The INDIA bloc allies have been deeply critical of the Congress for going solo in last month’s Assembly elections in five States, without engaging the allies in campaigning or even conceding the few seats they had asked for. The last meeting of the INDIA bloc was held on August 31 and September 1. And despite several allies insisting on the need to fix a seat-sharing formula for next year’s Lok Sabha poll, including Ms. Banerjee and Samajwadi Party president Akhilesh Yadav, no step has been taken in this direction.
‘Need united front at Centre’
More trouble surfaced on Tuesday at the daily coordination committee meeting of the allies at Congress president Mallikarjun Kharge’s office. According to sources, Communist Party of India (Marxist) floor leader Elamaram Kareem said that the differences between the parties at the State level should not be dragged to the Centre. “We may oppose each other in the State, but at the Centre, we must present a united front,” Mr. Kareem reportedly said.

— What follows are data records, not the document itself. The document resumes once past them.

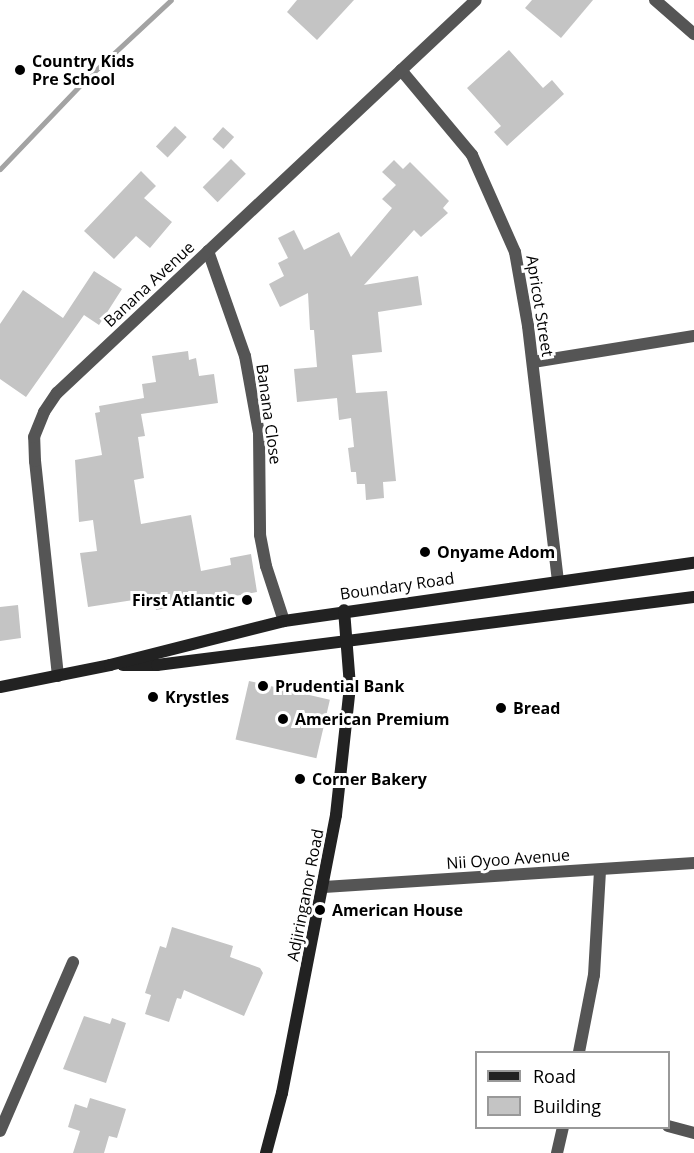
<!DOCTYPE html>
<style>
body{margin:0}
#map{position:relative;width:694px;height:1153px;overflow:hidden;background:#fff;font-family:"Open Sans",sans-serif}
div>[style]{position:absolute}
.stream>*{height:5px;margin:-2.5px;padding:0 2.5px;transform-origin:2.5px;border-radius:2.5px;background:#a3a3a3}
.building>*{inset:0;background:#c4c4c4;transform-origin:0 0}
.minor>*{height:12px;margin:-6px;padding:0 6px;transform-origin:6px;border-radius:6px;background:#555}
.secondary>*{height:12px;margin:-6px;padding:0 6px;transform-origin:6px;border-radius:6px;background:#222}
.dots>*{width:16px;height:16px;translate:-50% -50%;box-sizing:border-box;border:3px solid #fff;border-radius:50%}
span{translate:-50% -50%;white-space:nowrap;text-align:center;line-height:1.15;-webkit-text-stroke:6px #fff;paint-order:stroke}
.poi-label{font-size:16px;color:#000;font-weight:700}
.left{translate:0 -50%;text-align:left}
.right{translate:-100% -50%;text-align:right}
.street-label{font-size:16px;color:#000}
.legend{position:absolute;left:475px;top:1051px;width:195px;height:78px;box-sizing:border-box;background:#fff;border:2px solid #999;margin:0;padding:8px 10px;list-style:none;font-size:18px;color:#000}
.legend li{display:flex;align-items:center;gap:12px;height:30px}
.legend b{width:30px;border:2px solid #999}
</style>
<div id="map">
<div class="stream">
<i style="left:0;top:169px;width:120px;rotate:-46.3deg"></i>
<i style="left:83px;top:82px;width:120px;rotate:-43deg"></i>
</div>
<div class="building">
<i style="clip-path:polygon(297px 0,354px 0,317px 40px,287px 12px)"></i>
<i style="clip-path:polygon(532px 0,593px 0,561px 38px,525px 8px)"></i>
<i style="clip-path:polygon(509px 50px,543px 88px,552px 80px,564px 94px,507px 146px,494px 132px,501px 126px,467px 88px)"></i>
<i style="left:175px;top:126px;width:16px;height:28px;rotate:43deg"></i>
<i style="left:223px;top:127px;width:15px;height:16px;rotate:42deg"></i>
<i style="left:231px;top:159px;width:21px;height:40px;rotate:45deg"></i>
<i style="clip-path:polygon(394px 160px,403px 169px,410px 162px,449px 201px,443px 208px,448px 213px,421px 237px,414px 230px,364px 285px,418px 276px,422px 305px,378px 312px,382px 352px,352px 355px,356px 393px,387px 391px,396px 481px,383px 482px,384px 498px,366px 500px,365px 484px,357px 484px,356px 472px,351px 472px,348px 448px,354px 447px,351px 418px,339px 420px,337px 398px,297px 402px,294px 369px,317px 367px,314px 330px,310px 330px,308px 293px,280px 307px,269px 284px,284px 276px,278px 263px,288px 258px,278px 238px,294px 230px,304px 250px,339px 232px,351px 257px,392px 208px,382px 199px,396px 185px,382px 172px)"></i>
<i style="clip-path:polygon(141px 171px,156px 186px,144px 198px,172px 222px,150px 248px,136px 236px,114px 259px,84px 231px)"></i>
<i style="clip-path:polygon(94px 271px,122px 289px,99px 325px,84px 315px,26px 397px,0 379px,0 324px,23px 290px,63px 318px)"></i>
<i style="clip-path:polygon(188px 351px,189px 360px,196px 358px,199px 376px,214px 374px,218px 403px,141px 414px,145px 436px,138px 437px,144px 478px,134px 480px,141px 524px,191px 515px,201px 571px,231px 565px,230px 558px,251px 554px,257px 592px,156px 610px,153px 597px,88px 607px,80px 553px,97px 551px,93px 520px,79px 522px,75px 460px,102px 455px,95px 413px,100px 412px,99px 406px,144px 398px,142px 384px,156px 382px,152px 356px)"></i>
<i style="clip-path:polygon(18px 605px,21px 638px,0 641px,0 607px)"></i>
<i style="left:249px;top:681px;width:83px;height:60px;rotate:13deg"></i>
<i style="clip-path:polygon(172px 927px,233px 946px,230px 957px,260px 968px,263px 973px,244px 1016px,184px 990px,181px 999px,177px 998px,169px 1022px,145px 1014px,151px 995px,145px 993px,160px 946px,166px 948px)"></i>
<i style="clip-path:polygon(84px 1016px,110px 1024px,112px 1018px,126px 1023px,106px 1083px,63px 1069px)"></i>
<i style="clip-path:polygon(90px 1098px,126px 1109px,117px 1138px,109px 1136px,104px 1153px,73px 1153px,80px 1131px,68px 1127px,75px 1104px,87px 1108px)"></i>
</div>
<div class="minor">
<i style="left:655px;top:0;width:52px;rotate:41.1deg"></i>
<i style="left:401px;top:70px;width:111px;rotate:50.1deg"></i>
<i style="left:472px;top:155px;width:106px;rotate:66.1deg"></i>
<i style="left:515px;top:252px;width:75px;rotate:80deg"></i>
<i style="left:528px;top:326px;width:257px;rotate:83.3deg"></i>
<i style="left:208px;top:251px;width:111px;rotate:70.6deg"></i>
<i style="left:245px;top:356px;width:78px;rotate:79.7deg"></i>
<i style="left:259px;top:433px;width:102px;rotate:89.4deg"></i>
<i style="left:260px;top:535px;width:32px;rotate:79deg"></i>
<i style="left:266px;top:566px;width:58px;rotate:71.9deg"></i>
<i style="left:533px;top:362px;width:163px;rotate:-9.2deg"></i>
<i style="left:58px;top:676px;width:216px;rotate:-96.1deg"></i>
<i style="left:35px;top:461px;width:24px;rotate:-92deg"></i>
<i style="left:34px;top:437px;width:27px;rotate:-68deg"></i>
<i style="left:44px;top:412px;width:23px;rotate:-56deg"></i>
<i style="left:57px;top:393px;width:574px;rotate:-43.17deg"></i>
<i style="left:324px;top:887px;width:371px;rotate:-3.7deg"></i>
<i style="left:579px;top:1052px;width:78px;rotate:-79deg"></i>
<i style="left:594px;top:975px;width:105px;rotate:-86.7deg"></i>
<i style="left:668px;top:1126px;width:27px;rotate:15deg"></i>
<i style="left:0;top:1131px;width:184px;rotate:-66.6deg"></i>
<i style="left:557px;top:1153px;width:26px;rotate:-77deg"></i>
</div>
<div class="secondary">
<i style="left:123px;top:665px;width:34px"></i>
<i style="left:157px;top:665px;width:541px;rotate:-7.22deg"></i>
<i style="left:0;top:687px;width:112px;rotate:-11.3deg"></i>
<i style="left:110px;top:665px;width:179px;rotate:-14.2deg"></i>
<i style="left:284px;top:621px;width:414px;rotate:-8.1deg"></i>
<i style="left:266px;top:1153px;width:62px;rotate:-75.1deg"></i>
<i style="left:282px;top:1093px;width:283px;rotate:-79deg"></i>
<i style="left:336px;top:815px;width:130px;rotate:-83.8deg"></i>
<i style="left:350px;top:686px;width:76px;rotate:-94.5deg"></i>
</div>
<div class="dots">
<i style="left:20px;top:70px;background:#000"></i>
<i style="left:425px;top:552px;background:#000"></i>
<i style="left:247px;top:600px;background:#000"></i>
<i style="left:263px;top:686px;background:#000"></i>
<i style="left:153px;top:697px;background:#000"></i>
<i style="left:501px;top:708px;background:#000"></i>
<i style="left:283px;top:719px;background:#000"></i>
<i style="left:300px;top:779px;background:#000"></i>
<i style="left:320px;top:910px;background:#000"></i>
</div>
<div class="poi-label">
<span class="left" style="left:32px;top:70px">Country Kids<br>Pre School</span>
<span class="left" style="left:437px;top:552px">Onyame Adom</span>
<span class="right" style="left:235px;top:600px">First Atlantic</span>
<span class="left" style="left:275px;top:686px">Prudential Bank</span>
<span class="left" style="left:165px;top:697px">Krystles</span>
<span class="left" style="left:513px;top:708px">Bread</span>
<span class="left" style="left:295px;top:719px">American Premium</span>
<span class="left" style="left:312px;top:779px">Corner Bakery</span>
<span class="left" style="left:332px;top:910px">American House</span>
</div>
<div class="street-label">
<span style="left:149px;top:284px;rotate:-43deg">Banana Avenue</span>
<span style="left:540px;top:306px;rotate:81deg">Apricot Street</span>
<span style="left:269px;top:414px;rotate:82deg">Banana Close</span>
<span style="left:397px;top:586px;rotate:-8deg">Boundary Road</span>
<span style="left:508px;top:859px;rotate:-4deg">Nii Oyoo Avenue</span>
<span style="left:305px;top:895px;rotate:-79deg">Adjiringanor Road</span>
</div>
<ul class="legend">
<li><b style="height:8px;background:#222"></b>Road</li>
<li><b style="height:16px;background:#c4c4c4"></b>Building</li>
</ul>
</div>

He was speaking in the context of an adjournment notice given by Lok Sabha MP and Congress State president K. Sudhakaran decrying the law and order situation in Kerala. Mr. Kareem’s words, though, had little effect; minutes later, during Zero Hour in the Rajya Sabha, Congress MP Jebi Mather raised the issue of a Kerala farmer’s suicide, allegedly because of an inordinate delay in payment of paddy dues by the CPI(M)-led State government.